The first of its kind in South Dakota – the clubs’s goal is to connect college students and individuals with intellectual disabilities through intramural sports. Club members cheer on athletes and also have the opportunity to play side-by-side with them in sports such as softball, basketball and volleyball.
Seth Pierce, a senior sport management major and an executive committee member of the club, said he’s hoping to increase interest in the organization.
“I’m excited to introduce our campus to all the athletes, which is a whole new world that they’ve never seen before,” Pierce said. “This is a great organization that is extremely selfless and has all these wonderful athletes to meet, grow relationships and make friends with.”
In third grade, one of Koupal’s best friends had Down syndrome, so she’s always had a personal connection to people with disabilities, she said.
“Every person changes your life in a different way,” Koupal said. “I think that it’s so important for every (college) campus to be able to interact with those individuals because they’re becoming more and more a part of our society.”
Koupal’s passion for working with people with disabilities goes beyond her leadership for the Special Olympics club — she’s worked as a mentor for students with Down syndrome, taught in a preschool for children with intellectual abilities and volunteered for Big Brothers Big Sisters.
“It’s really taken off,” she said. “I have always known these are the people I wanted to work with and be around.”
Despite being one of the newest student organizations on campus, Pierce said there’s been plenty of interest from students and community members.
“We already have 150 members interested.

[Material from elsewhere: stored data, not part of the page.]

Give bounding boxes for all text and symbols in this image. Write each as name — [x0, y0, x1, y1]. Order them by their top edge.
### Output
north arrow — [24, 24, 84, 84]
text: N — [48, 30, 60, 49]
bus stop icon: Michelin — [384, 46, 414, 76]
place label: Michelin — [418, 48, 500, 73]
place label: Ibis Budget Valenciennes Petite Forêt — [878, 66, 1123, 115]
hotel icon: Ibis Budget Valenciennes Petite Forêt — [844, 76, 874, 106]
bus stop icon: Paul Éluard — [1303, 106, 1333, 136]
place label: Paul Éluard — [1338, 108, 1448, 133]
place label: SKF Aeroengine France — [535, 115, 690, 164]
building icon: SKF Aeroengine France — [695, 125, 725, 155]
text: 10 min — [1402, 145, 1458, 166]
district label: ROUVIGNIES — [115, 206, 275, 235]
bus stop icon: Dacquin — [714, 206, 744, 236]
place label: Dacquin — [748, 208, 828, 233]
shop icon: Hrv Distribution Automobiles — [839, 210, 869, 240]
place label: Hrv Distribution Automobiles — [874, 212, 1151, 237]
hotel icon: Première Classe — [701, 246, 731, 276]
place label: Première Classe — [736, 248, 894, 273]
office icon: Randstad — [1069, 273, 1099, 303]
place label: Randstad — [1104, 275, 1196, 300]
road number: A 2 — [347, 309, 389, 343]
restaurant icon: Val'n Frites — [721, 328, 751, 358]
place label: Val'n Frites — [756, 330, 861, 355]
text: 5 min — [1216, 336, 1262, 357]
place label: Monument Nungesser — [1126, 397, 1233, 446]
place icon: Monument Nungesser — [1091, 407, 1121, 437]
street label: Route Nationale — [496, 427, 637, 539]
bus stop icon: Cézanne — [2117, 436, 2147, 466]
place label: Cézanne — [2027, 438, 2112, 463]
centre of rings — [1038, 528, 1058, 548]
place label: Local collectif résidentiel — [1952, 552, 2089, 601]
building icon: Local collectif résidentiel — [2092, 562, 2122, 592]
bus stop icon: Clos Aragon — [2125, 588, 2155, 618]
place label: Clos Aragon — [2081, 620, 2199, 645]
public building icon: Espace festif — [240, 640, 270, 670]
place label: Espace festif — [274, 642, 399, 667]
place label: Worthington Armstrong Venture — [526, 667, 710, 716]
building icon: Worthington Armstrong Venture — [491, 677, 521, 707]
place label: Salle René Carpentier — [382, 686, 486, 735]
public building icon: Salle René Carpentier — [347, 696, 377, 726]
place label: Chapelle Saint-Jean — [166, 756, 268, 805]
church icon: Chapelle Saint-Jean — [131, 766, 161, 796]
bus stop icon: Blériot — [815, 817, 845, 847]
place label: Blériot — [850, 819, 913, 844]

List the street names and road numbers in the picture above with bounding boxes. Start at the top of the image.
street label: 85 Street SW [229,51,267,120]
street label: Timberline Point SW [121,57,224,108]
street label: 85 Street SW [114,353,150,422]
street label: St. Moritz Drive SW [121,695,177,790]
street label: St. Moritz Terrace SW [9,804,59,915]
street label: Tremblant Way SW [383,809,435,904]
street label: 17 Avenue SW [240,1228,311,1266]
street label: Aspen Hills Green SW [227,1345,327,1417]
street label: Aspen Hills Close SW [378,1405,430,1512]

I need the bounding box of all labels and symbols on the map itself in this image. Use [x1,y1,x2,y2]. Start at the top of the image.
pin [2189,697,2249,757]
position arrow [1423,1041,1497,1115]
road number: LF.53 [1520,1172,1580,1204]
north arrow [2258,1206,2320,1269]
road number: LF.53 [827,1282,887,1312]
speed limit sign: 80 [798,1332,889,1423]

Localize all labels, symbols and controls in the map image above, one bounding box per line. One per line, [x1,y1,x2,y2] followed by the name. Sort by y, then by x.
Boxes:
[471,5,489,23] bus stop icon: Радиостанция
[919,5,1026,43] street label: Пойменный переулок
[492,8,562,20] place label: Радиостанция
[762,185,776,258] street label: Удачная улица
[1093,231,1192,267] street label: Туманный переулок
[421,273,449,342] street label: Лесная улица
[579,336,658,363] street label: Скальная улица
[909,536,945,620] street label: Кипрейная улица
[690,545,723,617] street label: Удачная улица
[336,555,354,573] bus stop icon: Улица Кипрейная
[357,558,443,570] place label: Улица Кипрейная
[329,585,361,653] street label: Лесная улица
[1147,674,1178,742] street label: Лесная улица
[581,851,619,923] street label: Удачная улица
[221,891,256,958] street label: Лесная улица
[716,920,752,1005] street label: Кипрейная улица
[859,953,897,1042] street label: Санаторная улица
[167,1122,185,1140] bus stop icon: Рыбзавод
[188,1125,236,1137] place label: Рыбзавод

We’ve got a lot of ties in Sioux Falls as well as other towns that want to help out,” Pierce said. “The athletic department and President Abbott are already expressing interest. There’s a lot of good we’re looking forward to doing.”
Pete Sternburg, a sophomore accounting major, is one of the group’s new members.
“I’ve heard it’s life-changing. It’s good work, and I definitely want to be involved in that and see how the actual process works,” Sternburg said. “I think that new members can do good work here, get good experience and help kids who could use it.”
Koupal said she’s optimistic about the year and excited to see so many members open to learning about the club.
“I understand it can be a little intimidating working with someone who may have not had the same life experiences as you,” she said. “I truly believe that once you give it a shot and see what we’re about, you’re going to love it.”